#### Task details:
Nothing but the lines from the line with "Task: Build a" through the end of the data is to be copied, and each is to be copied exactly.

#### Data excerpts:
------------------------------------------------------------
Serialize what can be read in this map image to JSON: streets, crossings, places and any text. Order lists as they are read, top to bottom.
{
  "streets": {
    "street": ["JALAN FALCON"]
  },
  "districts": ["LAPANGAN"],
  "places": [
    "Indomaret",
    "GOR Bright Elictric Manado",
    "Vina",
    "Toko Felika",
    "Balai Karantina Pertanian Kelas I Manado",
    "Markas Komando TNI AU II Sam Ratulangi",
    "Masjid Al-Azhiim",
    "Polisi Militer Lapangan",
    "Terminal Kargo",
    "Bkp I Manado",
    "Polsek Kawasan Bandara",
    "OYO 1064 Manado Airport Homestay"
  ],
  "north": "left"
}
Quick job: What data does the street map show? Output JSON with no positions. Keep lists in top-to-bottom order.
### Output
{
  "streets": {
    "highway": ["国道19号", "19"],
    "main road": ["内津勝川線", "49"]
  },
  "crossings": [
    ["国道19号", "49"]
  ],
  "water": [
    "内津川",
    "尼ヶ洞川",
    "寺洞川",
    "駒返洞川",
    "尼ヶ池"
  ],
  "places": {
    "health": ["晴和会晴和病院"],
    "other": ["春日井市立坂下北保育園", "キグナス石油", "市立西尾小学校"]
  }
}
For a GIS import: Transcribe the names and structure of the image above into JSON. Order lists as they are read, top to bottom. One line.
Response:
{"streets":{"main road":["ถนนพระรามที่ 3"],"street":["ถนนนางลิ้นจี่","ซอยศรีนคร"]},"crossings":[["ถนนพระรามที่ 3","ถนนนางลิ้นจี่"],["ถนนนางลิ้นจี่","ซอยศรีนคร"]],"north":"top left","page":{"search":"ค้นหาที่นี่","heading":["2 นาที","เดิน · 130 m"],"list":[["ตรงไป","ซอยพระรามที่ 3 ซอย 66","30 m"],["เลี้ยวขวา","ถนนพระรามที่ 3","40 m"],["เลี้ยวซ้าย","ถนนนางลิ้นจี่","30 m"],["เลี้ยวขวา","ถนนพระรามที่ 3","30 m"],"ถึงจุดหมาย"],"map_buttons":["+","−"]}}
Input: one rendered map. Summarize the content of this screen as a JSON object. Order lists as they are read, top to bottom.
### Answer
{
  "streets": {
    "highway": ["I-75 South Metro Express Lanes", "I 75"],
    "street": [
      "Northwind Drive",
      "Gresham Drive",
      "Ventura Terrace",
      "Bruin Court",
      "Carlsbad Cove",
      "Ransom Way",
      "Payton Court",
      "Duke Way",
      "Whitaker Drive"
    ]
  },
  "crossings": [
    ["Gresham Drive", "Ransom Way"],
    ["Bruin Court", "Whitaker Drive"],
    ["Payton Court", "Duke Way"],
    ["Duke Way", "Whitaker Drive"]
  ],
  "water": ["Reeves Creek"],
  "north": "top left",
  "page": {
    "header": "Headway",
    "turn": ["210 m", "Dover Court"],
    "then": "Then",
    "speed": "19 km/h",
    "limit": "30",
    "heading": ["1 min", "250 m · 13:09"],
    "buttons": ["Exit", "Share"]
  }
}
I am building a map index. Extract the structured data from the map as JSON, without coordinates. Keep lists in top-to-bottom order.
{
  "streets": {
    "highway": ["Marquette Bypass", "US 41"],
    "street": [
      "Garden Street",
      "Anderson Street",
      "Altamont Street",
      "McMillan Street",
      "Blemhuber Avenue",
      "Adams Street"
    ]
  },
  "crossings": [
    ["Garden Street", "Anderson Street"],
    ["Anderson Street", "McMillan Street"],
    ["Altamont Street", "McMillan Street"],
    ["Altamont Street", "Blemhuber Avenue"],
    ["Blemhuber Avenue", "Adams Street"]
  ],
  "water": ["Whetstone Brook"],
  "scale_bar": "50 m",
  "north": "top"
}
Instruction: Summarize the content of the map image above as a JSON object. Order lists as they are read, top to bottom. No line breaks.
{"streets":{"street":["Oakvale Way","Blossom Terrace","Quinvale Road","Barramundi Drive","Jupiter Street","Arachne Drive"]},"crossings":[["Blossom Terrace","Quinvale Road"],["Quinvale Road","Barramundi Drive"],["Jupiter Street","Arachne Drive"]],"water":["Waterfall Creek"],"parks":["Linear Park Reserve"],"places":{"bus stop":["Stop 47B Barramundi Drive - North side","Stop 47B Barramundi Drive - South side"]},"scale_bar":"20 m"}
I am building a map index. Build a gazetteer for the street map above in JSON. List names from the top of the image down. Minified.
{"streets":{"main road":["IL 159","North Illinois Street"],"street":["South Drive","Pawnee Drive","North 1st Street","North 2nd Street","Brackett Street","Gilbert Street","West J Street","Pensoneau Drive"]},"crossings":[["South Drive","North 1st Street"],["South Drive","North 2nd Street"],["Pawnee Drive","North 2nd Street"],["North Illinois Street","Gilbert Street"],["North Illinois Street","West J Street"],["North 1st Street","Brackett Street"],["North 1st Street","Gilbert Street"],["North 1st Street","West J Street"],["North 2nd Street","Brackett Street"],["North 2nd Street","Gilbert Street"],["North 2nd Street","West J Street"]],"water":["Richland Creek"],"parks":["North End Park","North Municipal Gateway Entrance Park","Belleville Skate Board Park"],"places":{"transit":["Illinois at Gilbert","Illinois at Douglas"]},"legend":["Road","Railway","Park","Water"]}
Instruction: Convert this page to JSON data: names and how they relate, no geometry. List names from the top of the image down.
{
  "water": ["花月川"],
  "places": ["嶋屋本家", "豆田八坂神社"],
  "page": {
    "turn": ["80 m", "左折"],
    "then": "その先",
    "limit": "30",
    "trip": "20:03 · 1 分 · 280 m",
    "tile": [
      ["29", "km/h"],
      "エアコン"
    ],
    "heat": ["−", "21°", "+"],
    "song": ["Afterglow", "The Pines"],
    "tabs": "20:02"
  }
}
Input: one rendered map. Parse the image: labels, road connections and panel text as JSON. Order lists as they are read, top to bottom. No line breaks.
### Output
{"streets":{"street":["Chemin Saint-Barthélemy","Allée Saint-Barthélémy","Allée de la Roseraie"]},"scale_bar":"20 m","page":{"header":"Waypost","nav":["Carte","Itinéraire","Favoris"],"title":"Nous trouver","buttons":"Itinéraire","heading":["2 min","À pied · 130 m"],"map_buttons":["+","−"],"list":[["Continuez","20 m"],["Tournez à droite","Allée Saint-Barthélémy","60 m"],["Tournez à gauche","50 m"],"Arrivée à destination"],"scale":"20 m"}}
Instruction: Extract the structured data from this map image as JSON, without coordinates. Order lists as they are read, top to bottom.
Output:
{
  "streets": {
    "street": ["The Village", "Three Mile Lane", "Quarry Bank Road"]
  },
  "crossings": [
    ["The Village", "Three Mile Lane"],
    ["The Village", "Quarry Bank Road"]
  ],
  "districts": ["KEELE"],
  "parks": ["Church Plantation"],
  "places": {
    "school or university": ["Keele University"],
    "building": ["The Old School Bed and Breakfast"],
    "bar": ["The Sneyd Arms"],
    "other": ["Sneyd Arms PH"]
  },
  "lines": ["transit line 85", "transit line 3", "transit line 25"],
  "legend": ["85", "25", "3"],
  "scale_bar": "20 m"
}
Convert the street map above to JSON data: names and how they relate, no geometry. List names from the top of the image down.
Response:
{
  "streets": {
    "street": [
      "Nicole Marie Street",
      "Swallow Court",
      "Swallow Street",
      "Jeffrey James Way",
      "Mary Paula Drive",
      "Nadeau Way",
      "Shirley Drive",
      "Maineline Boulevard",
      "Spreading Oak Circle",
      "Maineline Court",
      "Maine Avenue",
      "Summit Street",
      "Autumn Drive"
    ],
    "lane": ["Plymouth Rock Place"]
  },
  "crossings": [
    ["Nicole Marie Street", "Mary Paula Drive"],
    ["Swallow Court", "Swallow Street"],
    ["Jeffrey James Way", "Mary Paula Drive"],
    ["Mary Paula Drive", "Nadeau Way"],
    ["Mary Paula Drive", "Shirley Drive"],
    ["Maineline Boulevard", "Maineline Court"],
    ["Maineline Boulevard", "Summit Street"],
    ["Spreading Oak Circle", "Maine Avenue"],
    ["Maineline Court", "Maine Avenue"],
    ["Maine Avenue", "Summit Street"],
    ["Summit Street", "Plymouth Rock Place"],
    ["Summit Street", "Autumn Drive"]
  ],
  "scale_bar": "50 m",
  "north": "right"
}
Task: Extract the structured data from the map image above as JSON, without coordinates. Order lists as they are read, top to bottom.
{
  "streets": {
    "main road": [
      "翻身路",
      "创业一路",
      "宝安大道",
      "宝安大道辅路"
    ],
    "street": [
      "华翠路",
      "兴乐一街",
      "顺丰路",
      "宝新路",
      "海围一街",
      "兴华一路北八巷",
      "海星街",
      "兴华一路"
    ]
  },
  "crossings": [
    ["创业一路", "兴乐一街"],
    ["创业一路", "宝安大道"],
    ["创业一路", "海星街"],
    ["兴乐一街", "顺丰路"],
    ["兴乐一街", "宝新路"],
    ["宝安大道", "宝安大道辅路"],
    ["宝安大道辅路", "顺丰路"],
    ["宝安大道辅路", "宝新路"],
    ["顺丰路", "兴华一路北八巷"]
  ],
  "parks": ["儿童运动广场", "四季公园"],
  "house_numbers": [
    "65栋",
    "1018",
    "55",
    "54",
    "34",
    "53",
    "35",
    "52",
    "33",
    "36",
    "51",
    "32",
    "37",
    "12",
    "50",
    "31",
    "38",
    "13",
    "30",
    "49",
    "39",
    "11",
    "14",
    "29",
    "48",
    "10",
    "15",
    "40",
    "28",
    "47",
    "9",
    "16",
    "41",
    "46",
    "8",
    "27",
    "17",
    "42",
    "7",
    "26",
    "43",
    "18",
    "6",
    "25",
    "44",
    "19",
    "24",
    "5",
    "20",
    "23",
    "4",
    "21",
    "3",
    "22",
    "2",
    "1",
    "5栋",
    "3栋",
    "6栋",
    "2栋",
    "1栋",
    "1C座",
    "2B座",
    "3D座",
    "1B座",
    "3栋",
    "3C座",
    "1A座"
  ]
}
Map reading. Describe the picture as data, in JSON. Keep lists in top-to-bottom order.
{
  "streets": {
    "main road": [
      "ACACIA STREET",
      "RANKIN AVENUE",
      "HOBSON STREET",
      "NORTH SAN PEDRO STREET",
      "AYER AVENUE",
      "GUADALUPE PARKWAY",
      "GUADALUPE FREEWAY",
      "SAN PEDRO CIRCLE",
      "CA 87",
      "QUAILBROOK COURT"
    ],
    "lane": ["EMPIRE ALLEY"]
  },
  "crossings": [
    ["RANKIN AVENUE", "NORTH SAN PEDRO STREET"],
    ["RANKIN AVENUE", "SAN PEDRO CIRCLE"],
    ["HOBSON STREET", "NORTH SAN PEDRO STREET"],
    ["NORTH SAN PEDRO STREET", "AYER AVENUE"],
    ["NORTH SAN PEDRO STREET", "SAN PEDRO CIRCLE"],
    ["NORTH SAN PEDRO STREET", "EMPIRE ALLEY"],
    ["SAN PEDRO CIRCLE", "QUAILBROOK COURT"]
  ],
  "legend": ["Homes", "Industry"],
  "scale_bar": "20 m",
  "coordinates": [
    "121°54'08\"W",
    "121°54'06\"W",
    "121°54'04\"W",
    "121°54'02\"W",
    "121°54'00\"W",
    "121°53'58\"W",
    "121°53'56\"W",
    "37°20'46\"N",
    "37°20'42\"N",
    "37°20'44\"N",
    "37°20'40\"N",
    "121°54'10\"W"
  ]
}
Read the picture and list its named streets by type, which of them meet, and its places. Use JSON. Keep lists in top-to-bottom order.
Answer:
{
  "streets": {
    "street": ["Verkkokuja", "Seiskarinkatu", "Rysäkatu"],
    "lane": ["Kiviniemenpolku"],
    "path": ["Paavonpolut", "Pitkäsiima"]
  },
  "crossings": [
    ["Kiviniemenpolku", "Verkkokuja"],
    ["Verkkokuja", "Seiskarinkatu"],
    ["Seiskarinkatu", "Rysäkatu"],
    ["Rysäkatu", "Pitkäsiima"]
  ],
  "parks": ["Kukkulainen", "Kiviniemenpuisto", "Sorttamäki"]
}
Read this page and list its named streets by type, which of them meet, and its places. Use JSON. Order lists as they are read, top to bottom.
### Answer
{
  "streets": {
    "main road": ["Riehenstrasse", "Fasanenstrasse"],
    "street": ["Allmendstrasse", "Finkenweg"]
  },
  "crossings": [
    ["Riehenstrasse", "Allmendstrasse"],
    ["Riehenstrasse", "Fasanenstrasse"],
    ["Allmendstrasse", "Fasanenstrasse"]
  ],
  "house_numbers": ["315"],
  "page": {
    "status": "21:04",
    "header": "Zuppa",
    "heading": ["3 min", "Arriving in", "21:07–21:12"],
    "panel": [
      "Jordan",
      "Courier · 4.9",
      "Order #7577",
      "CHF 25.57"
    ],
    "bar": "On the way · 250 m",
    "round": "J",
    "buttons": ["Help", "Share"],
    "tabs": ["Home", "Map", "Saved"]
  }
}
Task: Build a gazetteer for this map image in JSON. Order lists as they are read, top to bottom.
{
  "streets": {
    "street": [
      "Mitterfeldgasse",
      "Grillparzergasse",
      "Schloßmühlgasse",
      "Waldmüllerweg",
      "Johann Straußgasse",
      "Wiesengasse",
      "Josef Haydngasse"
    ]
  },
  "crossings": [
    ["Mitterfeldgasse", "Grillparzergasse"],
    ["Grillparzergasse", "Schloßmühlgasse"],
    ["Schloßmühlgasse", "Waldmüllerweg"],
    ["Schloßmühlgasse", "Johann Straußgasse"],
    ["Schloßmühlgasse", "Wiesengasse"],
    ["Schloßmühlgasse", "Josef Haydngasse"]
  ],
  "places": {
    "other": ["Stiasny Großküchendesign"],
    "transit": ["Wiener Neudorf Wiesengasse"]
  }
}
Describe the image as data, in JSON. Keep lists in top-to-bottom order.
------------------------------------------------------------
#### Result for this exercise:
Task: Build a gazetteer for this map image in JSON. Order lists as they are read, top to bottom.
{
  "streets": {
    "street": [
      "Mitterfeldgasse",
      "Grillparzergasse",
      "Schloßmühlgasse",
      "Waldmüllerweg",
      "Johann Straußgasse",
      "Wiesengasse",
      "Josef Haydngasse"
    ]
  },
  "crossings": [
    ["Mitterfeldgasse", "Grillparzergasse"],
    ["Grillparzergasse", "Schloßmühlgasse"],
    ["Schloßmühlgasse", "Waldmüllerweg"],
    ["Schloßmühlgasse", "Johann Straußgasse"],
    ["Schloßmühlgasse", "Wiesengasse"],
    ["Schloßmühlgasse", "Josef Haydngasse"]
  ],
  "places": {
    "other": ["Stiasny Großküchendesign"],
    "transit": ["Wiener Neudorf Wiesengasse"]
  }
}
Describe the image as data, in JSON. Keep lists in top-to-bottom order.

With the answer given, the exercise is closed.